“That is sheer nonsense,” said the General. “You have but to hold out your hand to take the whole.”

Lionel said no more, but went and sat down dejectedly on the sofa.

“You and I must settle this matter between us,” said the General to Tom. “It is most important. It shall be my place to see that whatever is agreed upon shall be duly carried out in the arrangement between the two men. I should think that if the income were divided it would be about as fair a thing as could be done. What say you?”

“I agree with you entirely,” said Tom. “The other one will have the name and position to keep up, and that can’t be done for nothing.”

“Then it shall be so settled.”

“There is one other point that I think ought to be settled at the same time. Who is to have Park Newton after his death? Lionel may have children. He may marry and have children.

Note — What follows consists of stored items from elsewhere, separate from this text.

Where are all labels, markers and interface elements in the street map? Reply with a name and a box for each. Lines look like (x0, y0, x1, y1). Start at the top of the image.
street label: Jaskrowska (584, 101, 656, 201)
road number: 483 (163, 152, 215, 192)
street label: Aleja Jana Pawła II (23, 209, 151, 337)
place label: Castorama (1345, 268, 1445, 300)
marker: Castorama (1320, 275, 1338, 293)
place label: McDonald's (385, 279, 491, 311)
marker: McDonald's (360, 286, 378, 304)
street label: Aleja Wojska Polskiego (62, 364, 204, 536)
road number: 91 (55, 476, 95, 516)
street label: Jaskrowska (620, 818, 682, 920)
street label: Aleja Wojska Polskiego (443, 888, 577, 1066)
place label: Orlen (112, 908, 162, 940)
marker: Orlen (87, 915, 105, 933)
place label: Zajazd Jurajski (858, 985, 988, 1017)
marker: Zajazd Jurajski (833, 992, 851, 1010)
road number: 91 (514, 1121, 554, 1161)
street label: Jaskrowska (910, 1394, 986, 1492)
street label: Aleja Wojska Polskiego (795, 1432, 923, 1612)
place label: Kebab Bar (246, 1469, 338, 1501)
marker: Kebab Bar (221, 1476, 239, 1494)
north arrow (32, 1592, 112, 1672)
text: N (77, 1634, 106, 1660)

But, in common justice, the estate ought to be secured on Dering’s eldest child, whether the present possessor die with or without an heir.”

“Certainly, certainly. Good gracious me! a most valuable suggestion. Strange, now, that it never struck me. Yes, yes: Lionel’s eldest child must have the estate. I will see that there is no possible mistake on that score.”

CHAPTER X.
HOW TOM WINS HIS WIFE.

After Mrs. McDermott’s departure from Pincote, life there slipped back into its old quiet groove—into its old dull groove which was growing duller day by day. The Squire had altogether ceased to see company: when any of his old friends called he was never at home to them; and on the score of ill health he declined every invitation that was sent to him. But it was not altogether on account of his health that these invitations were declined, because three or four times a week he would be seen somewhere about the country roads being driven out by Jane in the basket-carriage. There was another reason for this state of things—a reason to which his friends and neighbours were not slow in giving a name. The Squire in his old age was becoming a miser: that is what the said friends and neighbours averred. But to dub him as a miser was altogether unjust: he was simply becoming penurious for his daughter’s sake, as many other men are penurious for ends much more ignoble. He had, in fact, decided upon carrying out that modest scheme of domestic retrenchment of which mention has been made in a previous chapter, and the mode of living adopted by him now did undoubtedly, to many people, seem miserly in comparison with that lavish hospitality for which Pincote had heretofore been noted. The Squire knew that he could not go much into society without giving return invitations. Now the four or five state dinners which he had been in the habit of giving every year were very elaborate and expensive affairs, and he no longer felt himself justified in keeping them up. Instead of spending so many pounds per annum in entertaining a number of people for whom he cared little or nothing, would it not be better to add the amount, trifling though it might seem, to that other trifling amount—only some few hundreds of pounds when all was told—which he had already managed to scrape together as a little nest-egg for Jane when he should be gone from her side for ever, and Pincote could no longer be her home? “If I had only died a year ago,” he would sometimes say to himself, “then Jenny would have had a handsome fortune to call her own. Now she’s next door to being a pauper.”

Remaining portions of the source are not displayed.